You can get all 3 separated financial statement dataframe in one function using get_alldata()
or get one statement dataframe using get_finance_data(statement)
.
For example:
bca.get_finance_data('Income Statement')
bca.income_statement
You will get income statement dataframe in attribute income_statement.
or
bca.get_alldata()
bca.income_statement
bca.cash_flow
bca.balance_sheet
You will get income statement dataframe in attribute income_statement, balance sheet dataframe in balance_sheet, and cash flow dataframe in cash_flow
3. Get KeyFeat Dataframe
After you get OneState Dataframe, you can generated KeyFeat Dataframe in using method important_dataframe()
.
For example:
goto=YFinanceScrapper('GOTO.JK)
goto.get_alldata()
goto.important_dataframe()
It will give you dataframe like this:
Note: It is not work in Bank financial statements because different format of financial statements.
4. Get Metric Dataframe
If your KeyFeat Dataframe has been already built, you can make Metric Dataframe by using method metric_dataframe()
.
For example:
goto=YFinanceScrapper('GOTO.JK)
goto.get_alldata()
goto.important_dataframe()
goto.metric_dataframe()
It will give you dataframe like this:
5. Convert Dataframe to CSV Files
You can convert dataframe to csv files by using method convert_to_csv(table)
For example:
goto=YFinanceScrapper('GOTO.JK)
goto.get_finance_data('Income Statement')
goto.convert_to_csv(self.income_statement)

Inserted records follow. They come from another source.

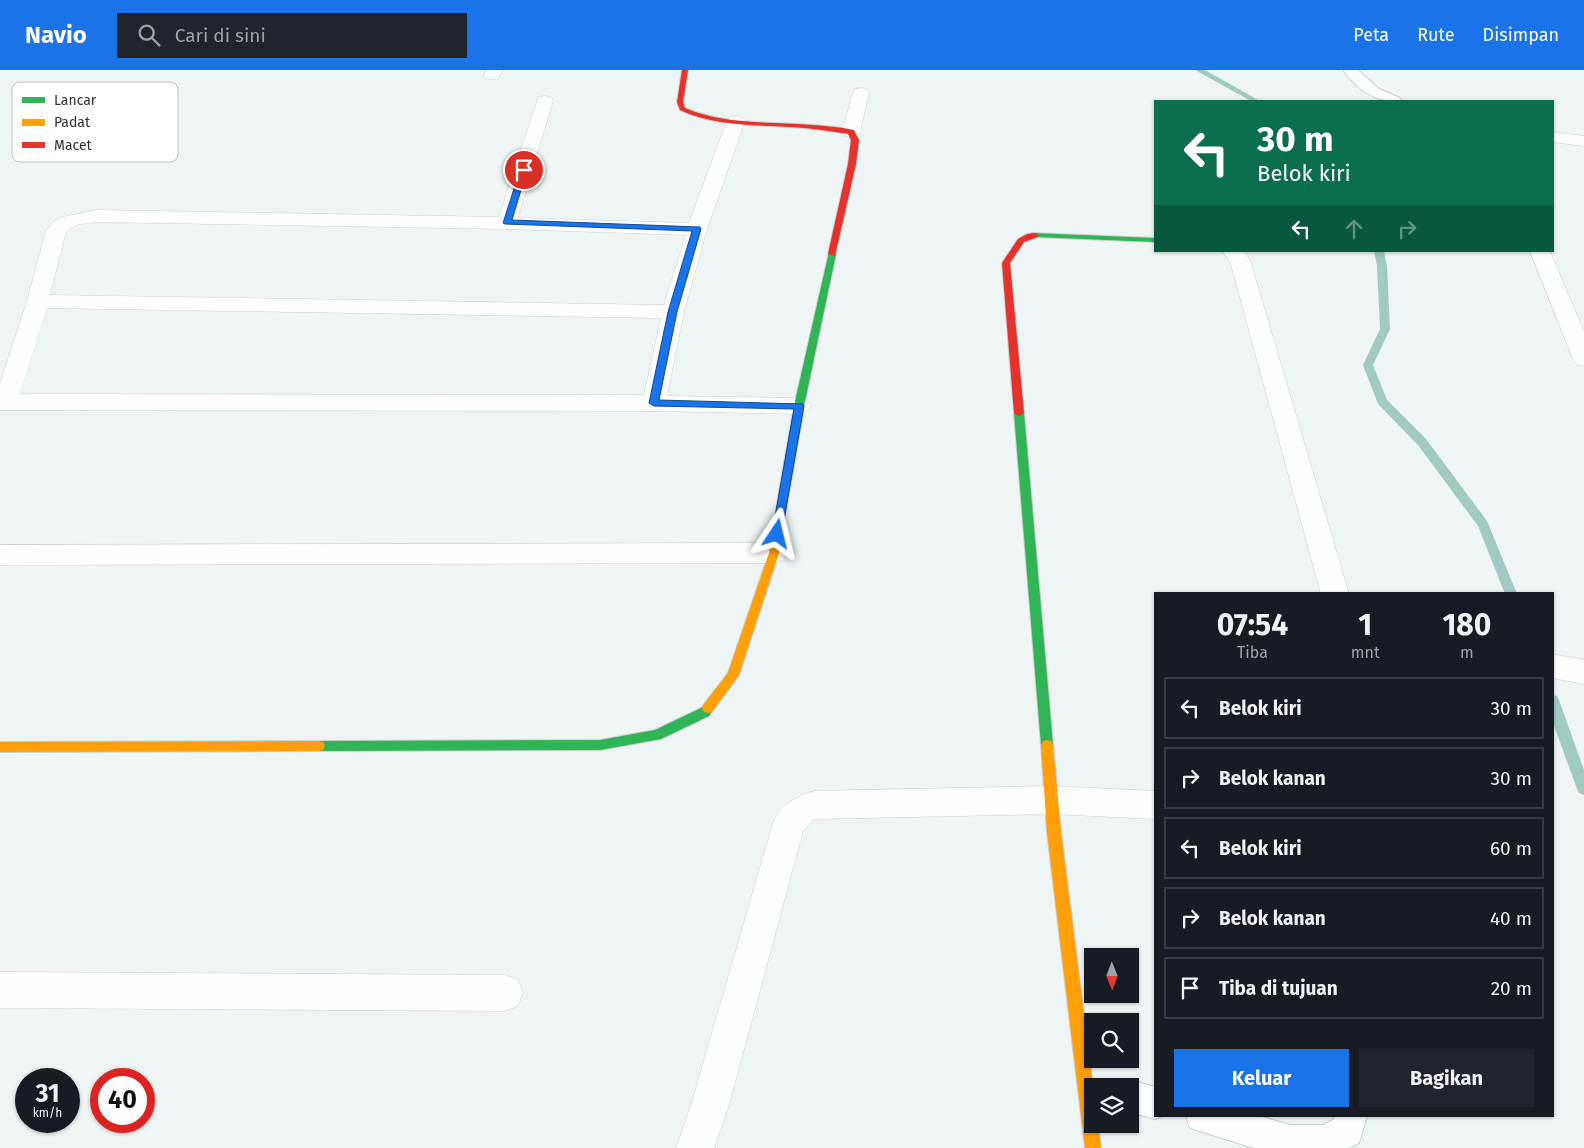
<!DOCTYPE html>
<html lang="id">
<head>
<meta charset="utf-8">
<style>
	:root { --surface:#171b24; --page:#20242c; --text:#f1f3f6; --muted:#9ea1a6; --line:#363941; --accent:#1a73e8 }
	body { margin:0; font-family:"Fira Sans",sans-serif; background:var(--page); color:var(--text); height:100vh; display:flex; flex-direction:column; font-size:19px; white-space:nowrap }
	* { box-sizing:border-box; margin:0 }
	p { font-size:16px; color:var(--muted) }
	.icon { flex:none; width:28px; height:28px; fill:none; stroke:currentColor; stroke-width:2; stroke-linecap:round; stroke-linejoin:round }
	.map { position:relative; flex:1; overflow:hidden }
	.sheet { position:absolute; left:1154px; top:522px; width:400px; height:525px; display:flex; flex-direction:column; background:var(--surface); border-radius:0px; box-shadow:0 1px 4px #0004 }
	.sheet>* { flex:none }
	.guide { position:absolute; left:1154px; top:30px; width:400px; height:152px; border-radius:0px; box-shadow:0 1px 4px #0004; background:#0b6e4f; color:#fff; overflow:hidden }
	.needle { width:32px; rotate:179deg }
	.buttons { position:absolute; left:1084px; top:878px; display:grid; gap:10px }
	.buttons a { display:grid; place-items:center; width:55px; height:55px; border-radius:0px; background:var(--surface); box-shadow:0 1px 4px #0004; font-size:25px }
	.speed { position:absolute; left:15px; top:998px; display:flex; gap:10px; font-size:25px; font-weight:700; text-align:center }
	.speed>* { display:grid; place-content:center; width:65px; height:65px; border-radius:50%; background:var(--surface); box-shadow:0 1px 4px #0004; line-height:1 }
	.speed small { font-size:12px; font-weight:400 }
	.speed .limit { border:8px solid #d22; background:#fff; color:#111 }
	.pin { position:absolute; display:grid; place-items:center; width:42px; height:42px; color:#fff; margin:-21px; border:2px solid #fff; border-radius:50%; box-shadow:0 1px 5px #0007 }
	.me { position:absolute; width:55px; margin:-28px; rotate:10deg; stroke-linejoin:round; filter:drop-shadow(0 0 4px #0008) }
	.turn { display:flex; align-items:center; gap:18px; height:105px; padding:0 20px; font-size:22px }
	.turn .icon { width:65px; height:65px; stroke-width:2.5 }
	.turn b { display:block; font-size:35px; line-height:42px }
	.lanes { display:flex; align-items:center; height:48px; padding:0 20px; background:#0003; justify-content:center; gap:25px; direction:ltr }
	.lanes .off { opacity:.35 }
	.eta { display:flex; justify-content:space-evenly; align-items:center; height:85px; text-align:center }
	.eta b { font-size:30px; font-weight:700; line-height:35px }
	.primary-button { display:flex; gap:10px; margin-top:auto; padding:10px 20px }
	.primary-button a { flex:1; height:58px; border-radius:0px; background:var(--accent); color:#fff; font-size:20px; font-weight:700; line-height:58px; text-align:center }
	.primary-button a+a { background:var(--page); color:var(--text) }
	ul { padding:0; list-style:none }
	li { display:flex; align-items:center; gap:15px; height:62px; margin:0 10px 8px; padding:0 10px; border:2px solid var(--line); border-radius:0px }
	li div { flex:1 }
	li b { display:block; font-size:19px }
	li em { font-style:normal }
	header { display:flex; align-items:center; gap:30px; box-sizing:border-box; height:70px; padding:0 25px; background:var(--accent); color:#fff }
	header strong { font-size:24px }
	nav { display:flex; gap:28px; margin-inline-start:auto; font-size:18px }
	.search { width:350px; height:45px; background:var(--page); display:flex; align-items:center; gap:12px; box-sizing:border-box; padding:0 18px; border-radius:0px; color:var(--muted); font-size:19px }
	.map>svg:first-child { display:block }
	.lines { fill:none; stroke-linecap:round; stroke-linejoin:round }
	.stream { fill:#a1cac3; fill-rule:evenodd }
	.lane-casing { stroke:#cbd0cf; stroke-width:2 }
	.street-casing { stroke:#cbd0cf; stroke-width:1 }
	.fast-casing { stroke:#cbd0cf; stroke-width:2 }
	.slow-casing { stroke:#cbd0cf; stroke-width:2 }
	.jam-casing { stroke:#cbd0cf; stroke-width:2 }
	.lane { fill:#fdfefd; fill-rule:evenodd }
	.street { fill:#fdfefd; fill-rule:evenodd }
	.fast { fill:#30b455; fill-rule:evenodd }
	.slow { fill:#ff9f0a; fill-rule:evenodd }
	.jam { fill:#e5322d; fill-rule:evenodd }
	.route { fill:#1a73e8; stroke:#114b97 }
	.key { fill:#fff; stroke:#c1c2c2; stroke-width:1 }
	.key-label { font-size:14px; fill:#2f3332 }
</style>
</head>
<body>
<header>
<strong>Navio</strong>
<div class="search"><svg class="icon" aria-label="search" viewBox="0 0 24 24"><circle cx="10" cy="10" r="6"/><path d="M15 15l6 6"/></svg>Cari di sini</div>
<nav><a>Peta</a><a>Rute</a><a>Disimpan</a></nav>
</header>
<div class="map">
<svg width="1584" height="1078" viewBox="0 0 1584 1078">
	<rect width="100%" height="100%" fill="#eff5f4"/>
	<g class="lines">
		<g class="stream">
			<polygon points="1195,0 1205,0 1260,31 1251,31"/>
			<polygon points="1374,181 1384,181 1387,196 1390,259 1373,295 1387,330 1426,369 1487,451 1517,524 1505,524 1478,456 1418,375 1378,334 1363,295 1380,259 1377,196"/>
			<polygon points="1552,625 1557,626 1559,630 1584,700 1584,725 1579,723 1577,719 1552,650"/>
		</g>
		<defs>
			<g id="lane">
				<path d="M1343,0H1358L1379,19L1400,28L1402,31C1377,33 1358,21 1343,0Z"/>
				<polygon points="1130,1010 1155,1017 1155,1046 1162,1046 1155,1049 1130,1042 1130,1016 1118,1016"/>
				<polygon points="1186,1046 1259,1046 1290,1055 1323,1055 1333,1050 1335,1046 1367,1046 1359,1073 1348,1078 1254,1078 1190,1058"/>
			</g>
			<g id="street">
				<polygon points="486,0 502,0 498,9 486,9 484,6"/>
				<polygon points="861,18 867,19 869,23 860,62 857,66 851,67 845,66 842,62 853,23 855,19"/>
				<path d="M545,26L551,27L553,31L518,148L689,153L727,51L730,47L736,46L742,47L745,51L707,159L684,242L667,326L799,328L807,331L811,336L807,341L799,344L654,341L0,340V314L27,231L46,161L53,152L62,147L97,140L499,147L537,31L539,27ZM97,152L507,159L686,165L664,235L50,225L66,162L76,155ZM47,238L661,248L644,325L20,324Z"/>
				<polygon points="1552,62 1584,66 1584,76 1552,72"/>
				<polygon points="1222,181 1243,181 1250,190 1349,524 1321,524 1230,191"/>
				<polygon points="1530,181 1550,181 1584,262 1584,296 1576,294 1573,289"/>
				<polygon points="774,473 783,476 787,483 783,490 774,493 0,495 0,475"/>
				<polygon points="1552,584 1584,590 1584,614 1552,608"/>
				<path d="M1052,716L1155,721V749L1052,744L814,749L803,761L729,1035L714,1078H676L691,1035L773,753C782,734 795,727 814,721Z"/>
				<polygon points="0,902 505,905 518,910 523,923 518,936 505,941 0,938"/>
			</g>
			<g id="fast">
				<polygon points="1032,163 1155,168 1155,172 1035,167 1031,165"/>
				<polygon points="829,182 836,184 804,336 788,428 783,432 778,428 794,336"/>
				<polygon points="1019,340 1024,343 1053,675 1051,679 1047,680 1043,679 1041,675 1014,343"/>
				<polygon points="708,633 712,634 714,638 709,646 661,669 600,680 319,681 315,680 313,676 315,672 319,671 600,670 655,660 701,638"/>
			</g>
			<g id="slow">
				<polygon points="783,424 788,428 779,483 739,605 712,642 708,643 704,642 702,638 704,634 728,603 769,483 778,428"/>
				<polygon points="1047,670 1051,671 1053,675 1061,762 1093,1016 1092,1054 1098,1054 1101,1078 1085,1078 1047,762 1041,675 1043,671"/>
				<polygon points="319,671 323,672 325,676 323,680 319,681 0,682 0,672"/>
			</g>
			<g id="jam">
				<path d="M682,0H688L683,32L685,38C732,59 801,49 854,60L859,70L856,94L835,186L828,184L848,94L851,70L848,64C829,61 810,58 790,57C753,55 714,56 680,40L677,32Z"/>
				<polygon points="1035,163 1039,165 1038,167 1024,172 1010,193 1024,343 1019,346 1014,343 1002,193 1018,169 1027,164"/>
			</g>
		</defs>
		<use href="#lane" class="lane-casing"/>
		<use href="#street" class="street-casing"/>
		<use href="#fast" class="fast-casing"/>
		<use href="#slow" class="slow-casing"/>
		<use href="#jam" class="jam-casing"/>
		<use href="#lane" class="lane"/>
		<use href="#street" class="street"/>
		<use href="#fast" class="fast"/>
		<use href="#slow" class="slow"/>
		<use href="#jam" class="jam"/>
	</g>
	<polygon class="route" points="524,98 527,100 512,150 700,157 701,159 677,242 659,330 803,334 804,336 781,467 777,468 772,464 794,339 654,336 649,333 668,242 692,161 505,154 503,153 520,100"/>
	<rect x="12" y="12" width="166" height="80" rx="8" class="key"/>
	<rect x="22" y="27" width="23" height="6" fill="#30b455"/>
	<rect x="22" y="49" width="23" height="7" fill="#ff9f0a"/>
	<rect x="22" y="72" width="23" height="6" fill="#e5322d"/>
	<g class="key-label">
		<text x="54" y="35">Lancar</text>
		<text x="54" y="57">Padat</text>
		<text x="54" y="80">Macet</text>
	</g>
</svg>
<div class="buttons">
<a><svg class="needle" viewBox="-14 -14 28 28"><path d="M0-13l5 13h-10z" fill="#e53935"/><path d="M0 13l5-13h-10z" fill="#9ea1a6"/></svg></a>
<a><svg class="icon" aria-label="search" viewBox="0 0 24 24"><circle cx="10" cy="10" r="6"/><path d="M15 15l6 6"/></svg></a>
<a><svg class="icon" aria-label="layers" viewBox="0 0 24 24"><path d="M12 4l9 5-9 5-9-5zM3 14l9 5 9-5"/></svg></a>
</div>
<div class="speed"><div>31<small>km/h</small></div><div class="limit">40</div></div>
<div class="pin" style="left:524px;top:100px;background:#d93025"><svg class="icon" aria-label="arrive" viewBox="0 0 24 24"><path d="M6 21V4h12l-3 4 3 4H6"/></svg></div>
<svg class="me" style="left:777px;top:464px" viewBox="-20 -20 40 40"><path d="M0-17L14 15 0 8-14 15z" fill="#1a73e8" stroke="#fff" stroke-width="4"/></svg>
<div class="guide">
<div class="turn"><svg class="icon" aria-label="left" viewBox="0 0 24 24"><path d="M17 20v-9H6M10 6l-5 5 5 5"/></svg><div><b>30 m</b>Belok kiri</div></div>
<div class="lanes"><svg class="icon" aria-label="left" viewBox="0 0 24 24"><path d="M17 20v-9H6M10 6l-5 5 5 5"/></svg><svg class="icon off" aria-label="ahead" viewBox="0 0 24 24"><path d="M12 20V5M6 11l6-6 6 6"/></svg><svg class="icon off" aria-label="right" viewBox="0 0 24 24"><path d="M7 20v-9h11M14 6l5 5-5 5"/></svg></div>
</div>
<section class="sheet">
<div class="eta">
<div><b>07:54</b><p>Tiba</p></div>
<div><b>1</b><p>mnt</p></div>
<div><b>180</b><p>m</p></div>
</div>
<ul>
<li><svg class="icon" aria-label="left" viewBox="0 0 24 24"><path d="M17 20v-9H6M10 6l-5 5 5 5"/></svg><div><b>Belok kiri</b></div><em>30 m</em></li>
<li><svg class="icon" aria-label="right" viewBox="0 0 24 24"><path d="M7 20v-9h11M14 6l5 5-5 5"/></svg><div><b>Belok kanan</b></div><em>30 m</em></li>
<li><svg class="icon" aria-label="left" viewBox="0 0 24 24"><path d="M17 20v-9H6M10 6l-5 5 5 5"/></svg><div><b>Belok kiri</b></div><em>60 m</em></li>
<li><svg class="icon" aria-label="right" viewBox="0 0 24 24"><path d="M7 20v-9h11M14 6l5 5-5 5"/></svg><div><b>Belok kanan</b></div><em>40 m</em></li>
<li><svg class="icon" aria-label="arrive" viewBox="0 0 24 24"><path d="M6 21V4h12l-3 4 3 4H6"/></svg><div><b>Tiba di tujuan</b></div><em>20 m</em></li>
</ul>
<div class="primary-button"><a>Keluar</a><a>Bagikan</a></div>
</section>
</div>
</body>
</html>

Please see the References for further details.
About the Dataframe
OneState Dataframe
One state dataframe is dataframe that represent each statement in financial statement (Income Statement, Balance Sheet, and Cash Flow Statement). The feature of this dataframe is vary depend on company financial statement format in Yahoo Finance. You can get this dataframe in all company that is provided by Yahoo FInance
KeyFeat Dataframe
KeyFeat dataframe is dataframe that contain feature combination in each statement. The following are list of features in this dataframe:
- Company
- Time
- Current Assets
- Current Liabilities
- Inventories
- Cash and Cash Equivalent
- Total Assets
- Total Liabilitites
- Shareholder Equity
- Operating Cashflow
- Investing Cashflow
- Financing Cashflow
- End Cash
- ross Profit
- Operating Income
- Total Revenue
- Net Income
- Interest Expense
- Cost of Good Sold
- EBIT
- EPS
- EBITDA
Metric Dataframe
Metric dataframe is dataframe that contain selected financial metrics that are calculated from KeyFeat Dataframe. The following are list of features in this dataframe:
- Company
- Time
- Current Ratio
- Acid Test Ratio
- Cash Ratio
- Operating Cashflow Ratio
- Debt Ratio
- Return on Asset Ratio
- Debt to Equity Ratio
- Interest Coverage Ratio
- Return on Equity Ratio
- Gross Margin Ratio
- Operating Margin Ratio